The 2024 edition of CVPR 2024, the prestigious annual conference for computer vision and pattern recognition, took place from June 17 to 21 in Seattle, Washington.
Google Research was one of the key sponsors, which presented over 95 papers on various topics including computer vision, AI, machine learning, deep learning, and related areas from academic, applied, and business R&D perspectives. It also had an active involvement in over 70 workshops and tutorials.
“Computer vision is rapidly advancing, thanks to work in both industry and academia,” said David Crandall, professor of computer science at Indiana University, Bloomington and CVPR 2024 program co-chair.
The event saw 11,532 entries, out of which only 2,719, that is 23.58%, were accepted. Let’s take a look at the top papers presented by Google this time.
Generative Image Dynamics
Generative Image Dynamics presents a novel approach for generating realistic image sequences from a single input image by the authors. This work presents a generative model that predicts the temporal evolution of images, capturing spatial and temporal dependencies.
This approach has potential applications in video prediction and by generating realistic image sequences from a single input, it advances generative modelling and opens new possibilities for creative and interactive applications.
Rich Human Feedback for Text-to-Image Generation
The paper proposes a novel approach to leveraging human feedback for improving text-to-image generation models.
The framework allows users to give detailed feedback on generated images, such as annotations, sketches, and descriptions. This feedback is used in a novel training strategy to fine-tune and improve the text-to-image generation model.
Incorporating rich human input also addresses the limitations of current models and advances user-centric generative systems.
DiffusionLight: Light Probes for Free by Painting a Chrome Ball
The paper introduces a diffusion model that can efficiently estimate the 3D lighting environment from a single 2D image.
The diffusion model enables real-time applications like virtual try-on and augmented reality, with effective lighting estimation demonstrated on diverse inverse rendering benchmarks, surpassing prior state-of-the-art methods.
The authors have also released the source code and a demo of the Diffusion Light system, enhancing accessibility for further research and development.
Eclipse: Disambiguating Illumination and Materials using Unintended Shadows
This paper, published in May 2024 by a team of Google researchers, presents Palm-E, a large language model designed for dialogue applications.
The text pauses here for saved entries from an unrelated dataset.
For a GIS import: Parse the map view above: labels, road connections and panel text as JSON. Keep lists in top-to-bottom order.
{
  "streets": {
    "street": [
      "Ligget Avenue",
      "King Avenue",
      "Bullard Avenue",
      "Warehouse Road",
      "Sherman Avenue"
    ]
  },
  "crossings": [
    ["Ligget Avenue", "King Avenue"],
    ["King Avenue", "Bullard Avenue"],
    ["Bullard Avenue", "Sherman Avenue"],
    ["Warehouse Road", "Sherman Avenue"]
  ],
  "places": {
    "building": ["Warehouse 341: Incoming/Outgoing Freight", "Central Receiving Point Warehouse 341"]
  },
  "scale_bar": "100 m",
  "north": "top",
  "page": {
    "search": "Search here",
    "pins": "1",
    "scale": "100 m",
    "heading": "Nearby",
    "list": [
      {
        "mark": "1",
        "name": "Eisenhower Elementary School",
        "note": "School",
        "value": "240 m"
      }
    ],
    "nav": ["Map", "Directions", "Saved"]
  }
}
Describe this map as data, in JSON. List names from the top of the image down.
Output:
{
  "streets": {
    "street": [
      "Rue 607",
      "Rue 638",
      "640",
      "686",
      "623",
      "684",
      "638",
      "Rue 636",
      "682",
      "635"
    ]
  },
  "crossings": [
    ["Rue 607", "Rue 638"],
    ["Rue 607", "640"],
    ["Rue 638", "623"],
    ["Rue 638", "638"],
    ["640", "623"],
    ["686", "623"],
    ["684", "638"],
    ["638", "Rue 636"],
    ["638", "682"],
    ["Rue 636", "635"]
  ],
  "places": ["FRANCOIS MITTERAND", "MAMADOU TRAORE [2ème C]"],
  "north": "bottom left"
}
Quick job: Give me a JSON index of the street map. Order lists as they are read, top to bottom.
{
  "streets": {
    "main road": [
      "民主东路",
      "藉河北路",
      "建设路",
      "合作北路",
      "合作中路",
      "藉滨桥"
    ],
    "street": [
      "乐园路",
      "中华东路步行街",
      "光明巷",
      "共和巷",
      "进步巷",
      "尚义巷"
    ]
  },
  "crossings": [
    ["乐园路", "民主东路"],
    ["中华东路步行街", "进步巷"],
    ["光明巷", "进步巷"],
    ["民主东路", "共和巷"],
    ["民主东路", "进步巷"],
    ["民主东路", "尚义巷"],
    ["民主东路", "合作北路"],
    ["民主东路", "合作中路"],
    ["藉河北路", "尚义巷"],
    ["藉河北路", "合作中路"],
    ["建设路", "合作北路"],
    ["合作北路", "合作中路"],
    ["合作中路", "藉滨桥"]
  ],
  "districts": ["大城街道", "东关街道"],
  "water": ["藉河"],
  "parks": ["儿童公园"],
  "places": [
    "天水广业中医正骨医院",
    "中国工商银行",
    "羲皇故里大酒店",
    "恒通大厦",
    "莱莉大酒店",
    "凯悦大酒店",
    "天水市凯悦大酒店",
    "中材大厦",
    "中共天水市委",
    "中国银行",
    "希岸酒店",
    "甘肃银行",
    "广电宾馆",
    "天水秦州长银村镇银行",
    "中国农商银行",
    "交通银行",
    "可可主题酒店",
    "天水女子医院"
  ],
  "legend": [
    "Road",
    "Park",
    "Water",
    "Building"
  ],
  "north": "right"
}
The model is based on the Pathways Language Model (PaLM) architecture, which is a scaled-up version of the Transformer model.
The authors fine-tuned the model on a large dataset of conversational data, including both human-human and human-bot conversations. The authors evaluated Palm-E on a range of dialogue tasks, including open-domain conversation, task-oriented dialogue, and dialogue safety.
Time-, Memory- and Parameter-Efficient Visual Adaptation
This paper was published by a team of researchers from the University of Tubingen.
The paper explores the use of deep reinforcement learning to study the evolution of cooperation in social dilemmas. Social dilemmas are situations where individual self-interest conflicts with the collective good, and cooperation is often required to achieve the best outcome for the group.
They found that the agents were able to learn cooperative strategies in some cases, but that the emergence of cooperation depended on several factors, including the payoff structure of the game and the presence of noise.
Video Interpolation with Diffusion Models
Here, the authors argue that traditional supervised learning approaches for summarisation are limited by the quality and diversity of the available training data, and that RL with human feedback can help address these limitations.
They also propose a framework which involves training a reward model to predict the quality of summaries based on human feedback, and then using this reward model to train a summarisation model using RL.
It also includes an analysis of the reward model and the summarisation model, and discusses several challenges and limitations of using RL with human feedback for summarisation.
WonderJourney: Going from Anywhere to Everywhere
Another paper here, presents a new approach for generating images from text using diffusion models. Diffusion models are a class of generative models that have recently shown promising results in image synthesis tasks. The authors first train a text encoder to map text descriptions to a latent space. They then use this latent space to condition a diffusion model to generate images.
The diffusion model is trained using a denoising objective, where the model learns to progressively remove noise from a noisy image until it matches the target image.
The authors evaluated their approach on several benchmark datasets for text-to-image synthesis and compared it to several state-of-the-art models.